Investigation is ongoing at the time of writing so no conclusion or guilt can be determined at this stage. However, quite apart from the criminal law aspects let us consider the morality side of the story.
220 million Mauritian Rupees (approx. USD 6,596,702 or EUR 5,791,666 or GBP 4,283,990). That is a huge amount of cash notes in a private home. When you consider that many workers in this country are taking home a monthly pay packet which is very near the poverty threshold of MUR 6,000 (approx. USD 180 or GBP 117 or EUR 158) the huge sums hoarded in a private home is totally immoral.
Why immoral because the origin of those millions are probably contributions from the private sector for the election campaign. The foreign currencies would suggest commissions probably for signing of commercial contracts.
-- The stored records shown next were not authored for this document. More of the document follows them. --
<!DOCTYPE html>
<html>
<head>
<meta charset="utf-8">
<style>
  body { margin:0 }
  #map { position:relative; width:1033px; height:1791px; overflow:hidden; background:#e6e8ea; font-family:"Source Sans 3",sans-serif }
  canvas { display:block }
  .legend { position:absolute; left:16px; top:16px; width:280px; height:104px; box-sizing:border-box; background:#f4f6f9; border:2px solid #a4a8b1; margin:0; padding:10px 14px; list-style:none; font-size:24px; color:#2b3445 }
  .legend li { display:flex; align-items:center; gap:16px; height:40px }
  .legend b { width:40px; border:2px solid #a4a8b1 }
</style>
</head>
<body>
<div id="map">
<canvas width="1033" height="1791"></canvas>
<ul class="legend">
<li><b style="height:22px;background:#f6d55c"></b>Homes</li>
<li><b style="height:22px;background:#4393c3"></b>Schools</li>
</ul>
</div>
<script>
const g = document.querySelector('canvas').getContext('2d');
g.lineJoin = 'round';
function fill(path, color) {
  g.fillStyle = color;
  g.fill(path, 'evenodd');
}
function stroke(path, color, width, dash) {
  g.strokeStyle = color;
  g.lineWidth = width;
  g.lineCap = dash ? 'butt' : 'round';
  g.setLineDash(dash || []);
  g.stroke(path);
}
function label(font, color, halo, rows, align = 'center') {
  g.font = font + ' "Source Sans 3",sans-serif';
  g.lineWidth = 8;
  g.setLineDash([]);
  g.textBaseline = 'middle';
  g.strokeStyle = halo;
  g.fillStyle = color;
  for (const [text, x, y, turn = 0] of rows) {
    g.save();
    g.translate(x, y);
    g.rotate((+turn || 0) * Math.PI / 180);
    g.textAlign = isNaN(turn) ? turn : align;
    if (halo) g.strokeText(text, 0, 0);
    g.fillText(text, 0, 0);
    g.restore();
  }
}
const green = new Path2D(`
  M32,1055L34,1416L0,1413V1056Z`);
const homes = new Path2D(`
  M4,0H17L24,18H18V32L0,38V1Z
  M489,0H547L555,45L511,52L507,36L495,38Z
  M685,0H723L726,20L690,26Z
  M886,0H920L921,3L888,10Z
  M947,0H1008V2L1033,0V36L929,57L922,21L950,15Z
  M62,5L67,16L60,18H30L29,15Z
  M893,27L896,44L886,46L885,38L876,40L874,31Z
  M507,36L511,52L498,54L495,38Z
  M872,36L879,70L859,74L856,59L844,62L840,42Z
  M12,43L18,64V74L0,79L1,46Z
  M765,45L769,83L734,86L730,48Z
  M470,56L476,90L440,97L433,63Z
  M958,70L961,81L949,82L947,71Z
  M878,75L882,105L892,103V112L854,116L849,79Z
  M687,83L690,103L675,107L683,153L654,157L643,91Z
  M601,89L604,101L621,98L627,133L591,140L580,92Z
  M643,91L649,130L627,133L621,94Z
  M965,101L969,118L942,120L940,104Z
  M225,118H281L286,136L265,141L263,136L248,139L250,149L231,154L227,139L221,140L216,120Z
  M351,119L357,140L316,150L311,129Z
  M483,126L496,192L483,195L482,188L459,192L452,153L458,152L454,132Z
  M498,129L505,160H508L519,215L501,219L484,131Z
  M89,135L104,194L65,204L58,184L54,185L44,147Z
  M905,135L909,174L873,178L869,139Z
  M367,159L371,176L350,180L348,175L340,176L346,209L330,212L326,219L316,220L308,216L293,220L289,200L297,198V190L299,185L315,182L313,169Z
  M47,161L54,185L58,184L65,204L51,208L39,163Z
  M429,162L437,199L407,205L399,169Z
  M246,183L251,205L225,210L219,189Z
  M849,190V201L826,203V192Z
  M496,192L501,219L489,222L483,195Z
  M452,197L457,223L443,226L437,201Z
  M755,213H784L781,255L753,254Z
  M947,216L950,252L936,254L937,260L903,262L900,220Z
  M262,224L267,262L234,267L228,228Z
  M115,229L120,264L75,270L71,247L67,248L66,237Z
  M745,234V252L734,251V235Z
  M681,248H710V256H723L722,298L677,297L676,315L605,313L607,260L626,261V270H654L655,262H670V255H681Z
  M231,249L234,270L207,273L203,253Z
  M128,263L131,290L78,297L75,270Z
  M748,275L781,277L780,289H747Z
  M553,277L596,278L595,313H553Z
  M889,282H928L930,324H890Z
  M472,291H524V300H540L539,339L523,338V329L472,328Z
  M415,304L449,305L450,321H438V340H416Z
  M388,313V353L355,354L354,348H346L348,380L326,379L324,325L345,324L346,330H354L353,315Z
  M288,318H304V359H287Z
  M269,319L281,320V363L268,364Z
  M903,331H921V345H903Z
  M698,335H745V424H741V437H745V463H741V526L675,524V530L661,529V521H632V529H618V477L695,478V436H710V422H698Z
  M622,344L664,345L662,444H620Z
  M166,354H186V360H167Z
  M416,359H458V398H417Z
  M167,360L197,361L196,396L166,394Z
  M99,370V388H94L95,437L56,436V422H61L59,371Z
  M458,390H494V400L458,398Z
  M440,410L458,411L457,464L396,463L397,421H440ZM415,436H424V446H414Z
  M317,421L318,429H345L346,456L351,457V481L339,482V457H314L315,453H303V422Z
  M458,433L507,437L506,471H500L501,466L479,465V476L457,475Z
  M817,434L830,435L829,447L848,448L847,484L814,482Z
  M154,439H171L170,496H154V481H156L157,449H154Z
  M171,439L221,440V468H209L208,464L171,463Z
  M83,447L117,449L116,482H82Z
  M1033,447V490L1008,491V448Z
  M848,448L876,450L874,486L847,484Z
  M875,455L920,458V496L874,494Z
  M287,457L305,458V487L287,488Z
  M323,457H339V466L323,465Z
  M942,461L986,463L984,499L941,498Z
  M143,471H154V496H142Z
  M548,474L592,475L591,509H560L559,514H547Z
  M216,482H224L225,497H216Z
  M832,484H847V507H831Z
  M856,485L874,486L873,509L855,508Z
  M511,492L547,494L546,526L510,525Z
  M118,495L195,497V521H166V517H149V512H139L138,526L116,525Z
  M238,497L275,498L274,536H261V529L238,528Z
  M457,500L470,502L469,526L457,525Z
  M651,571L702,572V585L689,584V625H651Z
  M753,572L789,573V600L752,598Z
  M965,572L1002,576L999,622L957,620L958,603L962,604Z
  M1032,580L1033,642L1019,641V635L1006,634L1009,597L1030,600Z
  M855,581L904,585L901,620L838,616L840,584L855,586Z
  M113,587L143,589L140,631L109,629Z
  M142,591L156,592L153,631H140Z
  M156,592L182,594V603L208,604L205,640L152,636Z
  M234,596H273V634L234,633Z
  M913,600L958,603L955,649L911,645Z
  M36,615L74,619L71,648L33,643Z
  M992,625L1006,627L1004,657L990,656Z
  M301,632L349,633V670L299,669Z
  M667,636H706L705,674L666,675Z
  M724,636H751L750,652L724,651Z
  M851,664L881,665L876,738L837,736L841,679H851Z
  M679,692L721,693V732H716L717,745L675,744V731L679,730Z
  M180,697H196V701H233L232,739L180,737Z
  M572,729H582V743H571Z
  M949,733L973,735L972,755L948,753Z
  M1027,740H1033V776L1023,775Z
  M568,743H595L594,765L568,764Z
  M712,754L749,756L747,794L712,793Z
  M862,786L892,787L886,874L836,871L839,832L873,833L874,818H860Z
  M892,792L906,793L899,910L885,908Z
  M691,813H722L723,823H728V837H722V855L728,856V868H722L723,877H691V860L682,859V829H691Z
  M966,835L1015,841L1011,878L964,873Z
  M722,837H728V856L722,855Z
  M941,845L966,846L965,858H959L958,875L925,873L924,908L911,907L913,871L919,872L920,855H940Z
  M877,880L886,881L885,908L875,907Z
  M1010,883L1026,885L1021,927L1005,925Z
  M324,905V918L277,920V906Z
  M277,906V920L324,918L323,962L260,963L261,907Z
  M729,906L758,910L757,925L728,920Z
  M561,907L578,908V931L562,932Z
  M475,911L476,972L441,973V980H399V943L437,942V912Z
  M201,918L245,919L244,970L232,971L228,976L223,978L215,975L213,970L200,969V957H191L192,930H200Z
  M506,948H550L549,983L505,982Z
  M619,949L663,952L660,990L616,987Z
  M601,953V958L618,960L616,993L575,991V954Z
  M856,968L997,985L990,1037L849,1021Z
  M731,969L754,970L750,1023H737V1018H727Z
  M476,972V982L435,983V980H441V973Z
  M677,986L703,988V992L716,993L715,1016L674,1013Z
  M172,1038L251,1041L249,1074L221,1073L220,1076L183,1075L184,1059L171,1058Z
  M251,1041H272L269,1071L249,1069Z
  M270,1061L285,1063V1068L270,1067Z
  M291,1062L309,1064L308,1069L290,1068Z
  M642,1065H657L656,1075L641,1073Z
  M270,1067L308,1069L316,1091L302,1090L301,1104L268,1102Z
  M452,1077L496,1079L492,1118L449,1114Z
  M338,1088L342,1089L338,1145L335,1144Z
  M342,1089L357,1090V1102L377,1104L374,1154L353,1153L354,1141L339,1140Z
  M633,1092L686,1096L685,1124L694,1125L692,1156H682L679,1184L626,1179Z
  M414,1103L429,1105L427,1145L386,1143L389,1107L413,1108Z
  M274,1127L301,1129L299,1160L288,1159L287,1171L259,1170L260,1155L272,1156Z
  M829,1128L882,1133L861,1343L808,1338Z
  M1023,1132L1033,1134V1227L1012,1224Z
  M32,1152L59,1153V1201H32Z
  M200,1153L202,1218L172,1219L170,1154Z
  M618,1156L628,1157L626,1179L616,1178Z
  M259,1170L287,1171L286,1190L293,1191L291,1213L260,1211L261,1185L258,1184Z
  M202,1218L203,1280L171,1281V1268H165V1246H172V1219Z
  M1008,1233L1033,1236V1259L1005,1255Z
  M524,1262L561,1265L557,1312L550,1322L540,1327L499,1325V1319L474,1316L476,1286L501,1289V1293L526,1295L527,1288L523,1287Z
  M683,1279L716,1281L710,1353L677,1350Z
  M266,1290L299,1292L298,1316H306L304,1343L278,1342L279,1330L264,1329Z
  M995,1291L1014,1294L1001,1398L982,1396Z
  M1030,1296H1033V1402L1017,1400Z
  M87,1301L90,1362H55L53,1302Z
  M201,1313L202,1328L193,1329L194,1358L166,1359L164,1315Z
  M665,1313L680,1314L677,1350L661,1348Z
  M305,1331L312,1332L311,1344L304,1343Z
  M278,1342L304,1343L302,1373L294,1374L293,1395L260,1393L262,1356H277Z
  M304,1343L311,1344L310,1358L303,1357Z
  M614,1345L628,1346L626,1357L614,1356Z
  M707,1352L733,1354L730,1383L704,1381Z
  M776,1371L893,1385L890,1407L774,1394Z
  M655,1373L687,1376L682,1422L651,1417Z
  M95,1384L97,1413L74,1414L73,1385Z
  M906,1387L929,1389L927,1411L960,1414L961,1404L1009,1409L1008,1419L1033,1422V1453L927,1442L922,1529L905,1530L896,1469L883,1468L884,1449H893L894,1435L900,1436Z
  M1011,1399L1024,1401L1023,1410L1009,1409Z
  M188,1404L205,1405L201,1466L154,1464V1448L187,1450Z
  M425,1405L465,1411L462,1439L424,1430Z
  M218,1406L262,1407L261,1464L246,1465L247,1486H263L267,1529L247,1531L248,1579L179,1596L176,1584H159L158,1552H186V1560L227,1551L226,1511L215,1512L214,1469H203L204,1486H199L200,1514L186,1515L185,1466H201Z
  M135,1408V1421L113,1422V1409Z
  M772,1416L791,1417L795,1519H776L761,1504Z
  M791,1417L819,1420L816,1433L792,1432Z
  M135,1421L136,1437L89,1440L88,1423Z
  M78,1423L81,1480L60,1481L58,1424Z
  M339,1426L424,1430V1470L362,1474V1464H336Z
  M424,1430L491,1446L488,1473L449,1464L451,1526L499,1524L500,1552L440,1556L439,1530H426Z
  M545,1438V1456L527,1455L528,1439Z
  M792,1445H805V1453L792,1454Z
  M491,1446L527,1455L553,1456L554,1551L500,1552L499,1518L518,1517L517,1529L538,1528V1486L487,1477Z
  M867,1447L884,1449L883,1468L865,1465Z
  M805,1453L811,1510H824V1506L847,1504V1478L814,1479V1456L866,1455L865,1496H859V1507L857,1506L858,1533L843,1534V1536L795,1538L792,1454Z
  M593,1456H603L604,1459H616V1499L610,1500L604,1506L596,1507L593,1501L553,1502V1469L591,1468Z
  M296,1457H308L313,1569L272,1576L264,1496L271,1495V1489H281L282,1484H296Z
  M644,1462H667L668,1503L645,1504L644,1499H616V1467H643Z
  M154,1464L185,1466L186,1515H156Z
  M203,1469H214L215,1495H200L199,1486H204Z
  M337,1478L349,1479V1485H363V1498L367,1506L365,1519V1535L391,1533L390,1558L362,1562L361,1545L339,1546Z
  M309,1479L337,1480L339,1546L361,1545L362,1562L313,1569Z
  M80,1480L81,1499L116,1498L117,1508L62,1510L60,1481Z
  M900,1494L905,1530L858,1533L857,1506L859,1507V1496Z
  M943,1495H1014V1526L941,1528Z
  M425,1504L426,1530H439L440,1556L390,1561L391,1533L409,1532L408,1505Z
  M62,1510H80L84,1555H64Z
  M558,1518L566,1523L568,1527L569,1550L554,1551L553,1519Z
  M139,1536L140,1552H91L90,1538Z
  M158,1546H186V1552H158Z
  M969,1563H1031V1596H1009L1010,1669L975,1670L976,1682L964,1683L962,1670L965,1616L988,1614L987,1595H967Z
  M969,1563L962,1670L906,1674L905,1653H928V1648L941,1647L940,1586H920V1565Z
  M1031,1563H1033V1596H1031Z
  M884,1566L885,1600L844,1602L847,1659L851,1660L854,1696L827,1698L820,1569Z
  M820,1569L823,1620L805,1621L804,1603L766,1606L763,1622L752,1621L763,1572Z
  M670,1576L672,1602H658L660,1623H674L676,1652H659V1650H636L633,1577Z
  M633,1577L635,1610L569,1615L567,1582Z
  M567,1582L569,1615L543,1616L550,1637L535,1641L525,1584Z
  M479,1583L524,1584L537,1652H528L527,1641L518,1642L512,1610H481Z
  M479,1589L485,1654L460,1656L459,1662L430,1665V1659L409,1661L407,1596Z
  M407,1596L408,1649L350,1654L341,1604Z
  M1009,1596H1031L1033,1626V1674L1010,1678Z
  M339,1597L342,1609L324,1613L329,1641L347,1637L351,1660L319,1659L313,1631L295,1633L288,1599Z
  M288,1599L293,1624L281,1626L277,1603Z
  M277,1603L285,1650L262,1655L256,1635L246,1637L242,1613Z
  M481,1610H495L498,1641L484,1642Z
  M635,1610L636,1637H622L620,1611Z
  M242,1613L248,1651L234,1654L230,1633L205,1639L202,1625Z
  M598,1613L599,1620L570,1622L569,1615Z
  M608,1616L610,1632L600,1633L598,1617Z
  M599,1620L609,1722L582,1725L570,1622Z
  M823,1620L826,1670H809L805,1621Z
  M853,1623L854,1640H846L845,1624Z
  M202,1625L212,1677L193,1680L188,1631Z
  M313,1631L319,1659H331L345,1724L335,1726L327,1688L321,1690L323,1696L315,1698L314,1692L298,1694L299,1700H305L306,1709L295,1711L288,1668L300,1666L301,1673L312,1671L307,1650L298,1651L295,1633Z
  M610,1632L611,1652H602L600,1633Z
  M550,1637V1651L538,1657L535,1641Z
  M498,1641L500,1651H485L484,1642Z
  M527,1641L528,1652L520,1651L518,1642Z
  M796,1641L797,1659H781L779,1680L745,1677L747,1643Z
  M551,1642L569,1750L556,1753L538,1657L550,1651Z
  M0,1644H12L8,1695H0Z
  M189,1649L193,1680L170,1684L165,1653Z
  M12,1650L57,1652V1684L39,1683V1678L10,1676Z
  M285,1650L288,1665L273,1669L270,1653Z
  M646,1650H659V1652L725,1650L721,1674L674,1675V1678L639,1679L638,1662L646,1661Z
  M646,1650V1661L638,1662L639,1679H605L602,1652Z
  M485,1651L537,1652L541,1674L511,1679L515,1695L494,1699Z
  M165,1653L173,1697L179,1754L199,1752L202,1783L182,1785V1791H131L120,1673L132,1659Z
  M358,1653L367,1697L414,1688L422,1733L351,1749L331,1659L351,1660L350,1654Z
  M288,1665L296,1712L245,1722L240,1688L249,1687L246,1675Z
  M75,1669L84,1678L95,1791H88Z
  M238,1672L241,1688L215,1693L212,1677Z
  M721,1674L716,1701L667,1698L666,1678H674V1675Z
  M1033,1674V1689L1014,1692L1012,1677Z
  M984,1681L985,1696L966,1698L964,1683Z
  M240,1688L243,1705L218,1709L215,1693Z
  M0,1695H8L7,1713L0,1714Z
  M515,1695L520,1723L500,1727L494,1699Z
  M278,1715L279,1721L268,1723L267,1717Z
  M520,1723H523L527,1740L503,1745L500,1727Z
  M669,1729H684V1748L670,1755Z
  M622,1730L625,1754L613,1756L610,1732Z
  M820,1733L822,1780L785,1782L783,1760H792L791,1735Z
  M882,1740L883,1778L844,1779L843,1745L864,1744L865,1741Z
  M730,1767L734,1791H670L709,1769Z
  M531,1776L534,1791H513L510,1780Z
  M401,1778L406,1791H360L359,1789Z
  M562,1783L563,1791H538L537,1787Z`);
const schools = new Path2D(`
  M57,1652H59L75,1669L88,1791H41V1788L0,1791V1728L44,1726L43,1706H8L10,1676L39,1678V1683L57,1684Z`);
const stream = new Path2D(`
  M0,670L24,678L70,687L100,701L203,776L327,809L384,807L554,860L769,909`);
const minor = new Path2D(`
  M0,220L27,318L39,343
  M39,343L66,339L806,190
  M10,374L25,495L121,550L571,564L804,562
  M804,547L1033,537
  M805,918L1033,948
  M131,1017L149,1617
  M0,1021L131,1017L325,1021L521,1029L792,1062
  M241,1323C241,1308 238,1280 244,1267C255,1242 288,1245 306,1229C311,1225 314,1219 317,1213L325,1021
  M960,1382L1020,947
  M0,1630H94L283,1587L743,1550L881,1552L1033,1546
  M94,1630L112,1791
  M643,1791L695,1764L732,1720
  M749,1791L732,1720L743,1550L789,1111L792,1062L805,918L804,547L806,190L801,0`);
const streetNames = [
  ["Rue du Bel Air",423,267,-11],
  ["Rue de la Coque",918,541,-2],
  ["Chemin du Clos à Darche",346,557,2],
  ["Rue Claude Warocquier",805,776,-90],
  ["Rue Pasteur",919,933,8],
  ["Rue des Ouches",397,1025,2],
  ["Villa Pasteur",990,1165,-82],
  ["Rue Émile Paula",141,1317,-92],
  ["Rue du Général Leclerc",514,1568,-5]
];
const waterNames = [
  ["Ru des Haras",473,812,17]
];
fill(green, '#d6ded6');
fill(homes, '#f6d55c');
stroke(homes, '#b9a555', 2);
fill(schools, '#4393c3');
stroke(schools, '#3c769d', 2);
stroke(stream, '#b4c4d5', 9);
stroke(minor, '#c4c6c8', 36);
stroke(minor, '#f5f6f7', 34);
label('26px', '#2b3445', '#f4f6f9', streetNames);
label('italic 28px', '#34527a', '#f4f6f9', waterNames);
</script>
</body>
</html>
The private sector here contributes very little to Corporate Social Responsibility (CSR). We usually see relatively small amounts of money contributed to Associations or NGOs working in social fields. To see millions contributed as gifts to political parties is just sickening and immoral. There are still pockets of extreme poverty on the island. There are many areas of development that could benefit from extra cash such as housing, education, job training and health.
The scandals have unveiled an irresponsible social corporate responsibility. Companies or corporations prefer to dish-out what can be termed as bribes to political parties in return for favours rather than invest profits in the more vulnerable social sectors.
We live in a sick society where a handful of people spend their energies and intellect at money-grabbing and power-mongering at the same time keeping-up appearances of honesty and benevolence with their false public smiles.